第1章 小さな嘘の始め方
side 皐月 和奏
「あー、悪い。友達来るから、今日はもう帰ってくんない?」
本当に悪いと思っているんだろうか?
視線を一度もこちらに向ける事なく、携帯に向かってそう言う黒尾先輩。
「はーい。また気が向いたら遊んで下さいね!」
私も同じくらい気にしてない風を装い、散らばる衣服を掻き集めて身に付けた。
露出度の高い服も、黒のレースがいやらしい下着も、
全て黒尾先輩の為に用意したものだ。
先輩はそんな事、知らないけど。
見送りもなく玄関の扉を開けたところで、プリンヘッドと鉢合わせになる。
「…孤爪君。」
同じクラスの見慣れた彼の姿に、ホッと胸を撫で下ろす。
良かった。他の女の子じゃなくて。
「皐月…。まだそんな事やってるの?」
心底呆れた様子でこちらを見て来る。
「そんな事じゃありませーん。

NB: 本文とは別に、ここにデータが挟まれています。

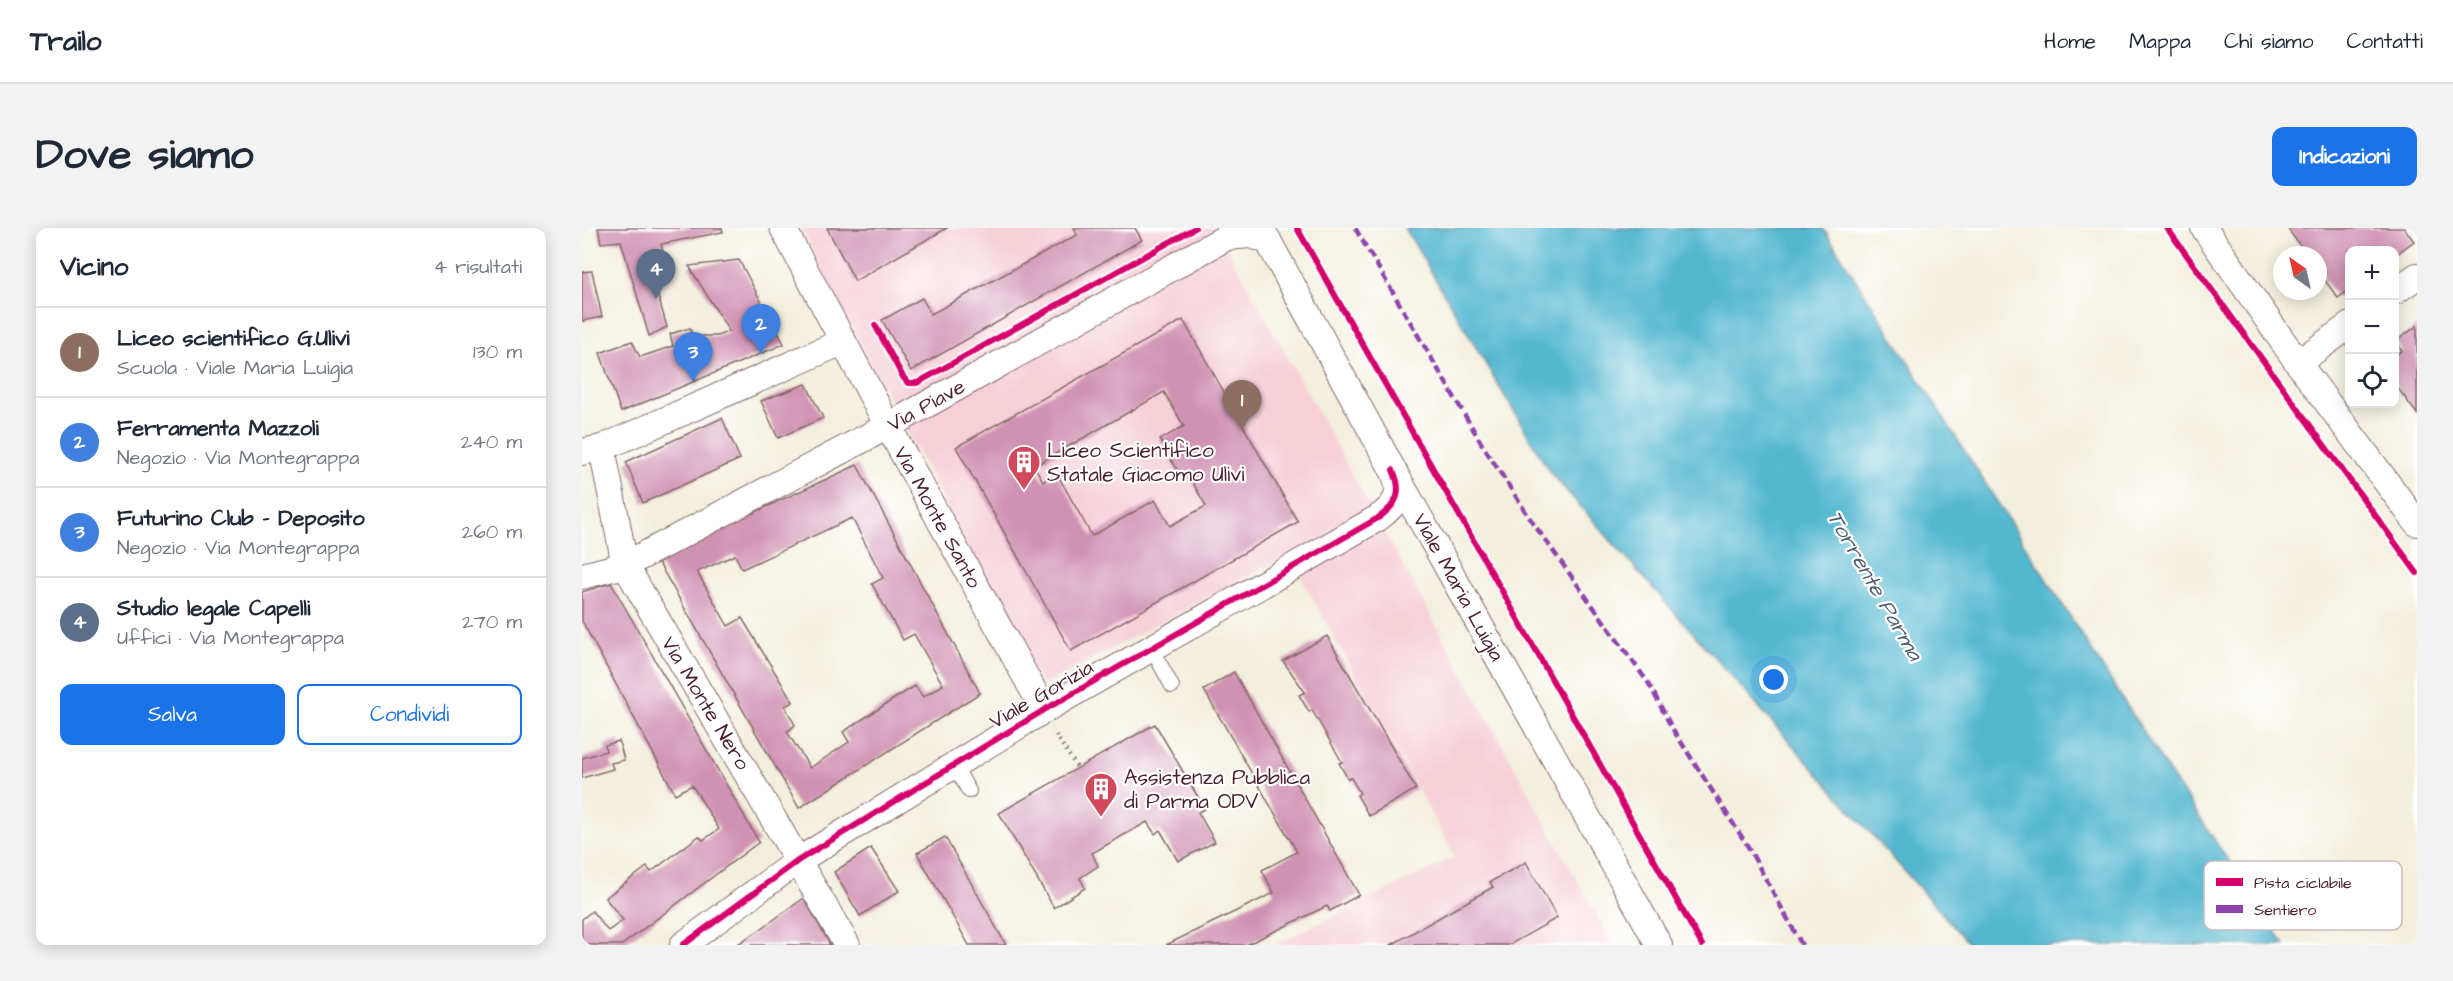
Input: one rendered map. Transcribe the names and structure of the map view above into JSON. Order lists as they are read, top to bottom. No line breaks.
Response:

効果抜群なんですー。」
語尾を伸ばして馬鹿っぽく答える。
孤爪君に呆れられようが、馬鹿にされようが、知ったこっちゃない。
「皐月は逆効果って言葉を知らないんだね。そんなんじゃいつまで経ってもクロの本命になんてなれないと思うけど…。」
じゃ、僕行くから。
と、黒尾先輩の家に消えて行く孤爪君の後ろ姿を見送る。
孤爪君は何もわかっていない。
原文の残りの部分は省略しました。